EXTRACTED INFORMATION START

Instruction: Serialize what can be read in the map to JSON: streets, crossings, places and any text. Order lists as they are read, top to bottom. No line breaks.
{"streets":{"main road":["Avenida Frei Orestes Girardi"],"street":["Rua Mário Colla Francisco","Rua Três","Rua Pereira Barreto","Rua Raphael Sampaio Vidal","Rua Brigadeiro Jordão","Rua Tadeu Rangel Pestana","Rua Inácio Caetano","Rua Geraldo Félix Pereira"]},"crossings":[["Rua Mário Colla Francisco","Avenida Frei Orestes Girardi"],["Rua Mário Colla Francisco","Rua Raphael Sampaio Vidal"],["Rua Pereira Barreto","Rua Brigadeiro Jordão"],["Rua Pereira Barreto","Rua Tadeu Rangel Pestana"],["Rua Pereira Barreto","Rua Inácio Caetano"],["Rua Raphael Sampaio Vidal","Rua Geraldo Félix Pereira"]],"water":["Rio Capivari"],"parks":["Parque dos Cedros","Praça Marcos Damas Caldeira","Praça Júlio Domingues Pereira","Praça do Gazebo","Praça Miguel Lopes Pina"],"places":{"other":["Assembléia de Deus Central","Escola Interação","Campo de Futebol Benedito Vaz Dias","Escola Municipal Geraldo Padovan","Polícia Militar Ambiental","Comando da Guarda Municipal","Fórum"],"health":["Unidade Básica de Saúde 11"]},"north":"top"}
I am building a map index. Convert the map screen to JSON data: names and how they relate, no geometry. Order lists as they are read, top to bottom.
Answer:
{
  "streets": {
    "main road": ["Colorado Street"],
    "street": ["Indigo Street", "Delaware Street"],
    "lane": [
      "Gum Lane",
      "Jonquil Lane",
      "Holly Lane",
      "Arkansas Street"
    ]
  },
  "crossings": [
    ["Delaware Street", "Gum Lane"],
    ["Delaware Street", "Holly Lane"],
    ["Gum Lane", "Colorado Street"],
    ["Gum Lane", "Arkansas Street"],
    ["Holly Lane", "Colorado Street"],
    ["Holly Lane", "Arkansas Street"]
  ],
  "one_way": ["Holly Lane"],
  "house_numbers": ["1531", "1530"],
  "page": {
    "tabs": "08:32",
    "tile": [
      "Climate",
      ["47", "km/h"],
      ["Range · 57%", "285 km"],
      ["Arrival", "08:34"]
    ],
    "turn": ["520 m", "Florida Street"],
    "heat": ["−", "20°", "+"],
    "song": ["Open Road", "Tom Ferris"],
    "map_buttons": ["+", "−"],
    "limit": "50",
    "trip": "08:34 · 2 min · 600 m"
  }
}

EXTRACTED INFORMATION END

## EXERCISE AIM:
Please quote every record above exactly as it appears.

## TASK OUTPUT:
Instruction: Serialize what can be read in the map to JSON: streets, crossings, places and any text. Order lists as they are read, top to bottom. No line breaks.
{"streets":{"main road":["Avenida Frei Orestes Girardi"],"street":["Rua Mário Colla Francisco","Rua Três","Rua Pereira Barreto","Rua Raphael Sampaio Vidal","Rua Brigadeiro Jordão","Rua Tadeu Rangel Pestana","Rua Inácio Caetano","Rua Geraldo Félix Pereira"]},"crossings":[["Rua Mário Colla Francisco","Avenida Frei Orestes Girardi"],["Rua Mário Colla Francisco","Rua Raphael Sampaio Vidal"],["Rua Pereira Barreto","Rua Brigadeiro Jordão"],["Rua Pereira Barreto","Rua Tadeu Rangel Pestana"],["Rua Pereira Barreto","Rua Inácio Caetano"],["Rua Raphael Sampaio Vidal","Rua Geraldo Félix Pereira"]],"water":["Rio Capivari"],"parks":["Parque dos Cedros","Praça Marcos Damas Caldeira","Praça Júlio Domingues Pereira","Praça do Gazebo","Praça Miguel Lopes Pina"],"places":{"other":["Assembléia de Deus Central","Escola Interação","Campo de Futebol Benedito Vaz Dias","Escola Municipal Geraldo Padovan","Polícia Militar Ambiental","Comando da Guarda Municipal","Fórum"],"health":["Unidade Básica de Saúde 11"]},"north":"top"}
I am building a map index. Convert the map screen to JSON data: names and how they relate, no geometry. Order lists as they are read, top to bottom.
Answer:
{
  "streets": {
    "main road": ["Colorado Street"],
    "street": ["Indigo Street", "Delaware Street"],
    "lane": [
      "Gum Lane",
      "Jonquil Lane",
      "Holly Lane",
      "Arkansas Street"
    ]
  },
  "crossings": [
    ["Delaware Street", "Gum Lane"],
    ["Delaware Street", "Holly Lane"],
    ["Gum Lane", "Colorado Street"],
    ["Gum Lane", "Arkansas Street"],
    ["Holly Lane", "Colorado Street"],
    ["Holly Lane", "Arkansas Street"]
  ],
  "one_way": ["Holly Lane"],
  "house_numbers": ["1531", "1530"],
  "page": {
    "tabs": "08:32",
    "tile": [
      "Climate",
      ["47", "km/h"],
      ["Range · 57%", "285 km"],
      ["Arrival", "08:34"]
    ],
    "turn": ["520 m", "Florida Street"],
    "heat": ["−", "20°", "+"],
    "song": ["Open Road", "Tom Ferris"],
    "map_buttons": ["+", "−"],
    "limit": "50",
    "trip": "08:34 · 2 min · 600 m"
  }
}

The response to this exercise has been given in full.